MATERIAL FOR THIS TASK ::

"""

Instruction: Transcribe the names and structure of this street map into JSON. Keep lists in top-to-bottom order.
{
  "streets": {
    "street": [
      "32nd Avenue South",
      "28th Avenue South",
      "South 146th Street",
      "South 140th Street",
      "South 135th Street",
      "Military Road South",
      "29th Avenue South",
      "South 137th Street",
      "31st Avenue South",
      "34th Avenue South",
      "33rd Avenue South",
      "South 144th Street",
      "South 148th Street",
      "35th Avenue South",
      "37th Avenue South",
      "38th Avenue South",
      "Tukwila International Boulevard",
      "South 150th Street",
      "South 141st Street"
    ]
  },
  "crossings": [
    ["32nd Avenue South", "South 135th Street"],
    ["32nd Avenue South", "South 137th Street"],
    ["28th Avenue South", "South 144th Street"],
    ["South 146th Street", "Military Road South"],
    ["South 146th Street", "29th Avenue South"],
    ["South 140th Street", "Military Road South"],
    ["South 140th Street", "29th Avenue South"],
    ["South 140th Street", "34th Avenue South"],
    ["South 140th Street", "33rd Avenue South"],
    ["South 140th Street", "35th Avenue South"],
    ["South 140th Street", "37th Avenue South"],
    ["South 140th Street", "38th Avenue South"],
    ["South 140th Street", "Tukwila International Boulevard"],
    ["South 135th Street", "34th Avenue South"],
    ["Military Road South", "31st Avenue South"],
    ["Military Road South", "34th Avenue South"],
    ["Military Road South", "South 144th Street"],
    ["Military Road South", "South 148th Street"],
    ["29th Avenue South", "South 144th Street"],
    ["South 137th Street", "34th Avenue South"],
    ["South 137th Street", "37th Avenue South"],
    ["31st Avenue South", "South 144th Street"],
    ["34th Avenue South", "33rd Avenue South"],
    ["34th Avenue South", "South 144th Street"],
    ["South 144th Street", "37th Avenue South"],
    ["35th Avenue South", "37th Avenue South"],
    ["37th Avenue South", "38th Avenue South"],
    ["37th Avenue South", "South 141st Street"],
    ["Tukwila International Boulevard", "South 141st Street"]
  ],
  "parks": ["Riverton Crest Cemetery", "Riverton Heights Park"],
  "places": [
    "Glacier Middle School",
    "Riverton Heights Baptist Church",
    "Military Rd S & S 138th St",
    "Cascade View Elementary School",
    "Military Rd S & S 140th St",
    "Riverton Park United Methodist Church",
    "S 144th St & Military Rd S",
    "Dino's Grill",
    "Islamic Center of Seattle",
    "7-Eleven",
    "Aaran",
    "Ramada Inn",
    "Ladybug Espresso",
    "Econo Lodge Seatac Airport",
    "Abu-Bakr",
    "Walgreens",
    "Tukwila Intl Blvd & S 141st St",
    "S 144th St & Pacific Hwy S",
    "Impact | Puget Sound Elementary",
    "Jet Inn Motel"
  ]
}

"""

WORK REQUEST :: Across the preceding records, count the lines with the word "School" in them and give that figure alone.

SOLUTION BELOW :: 2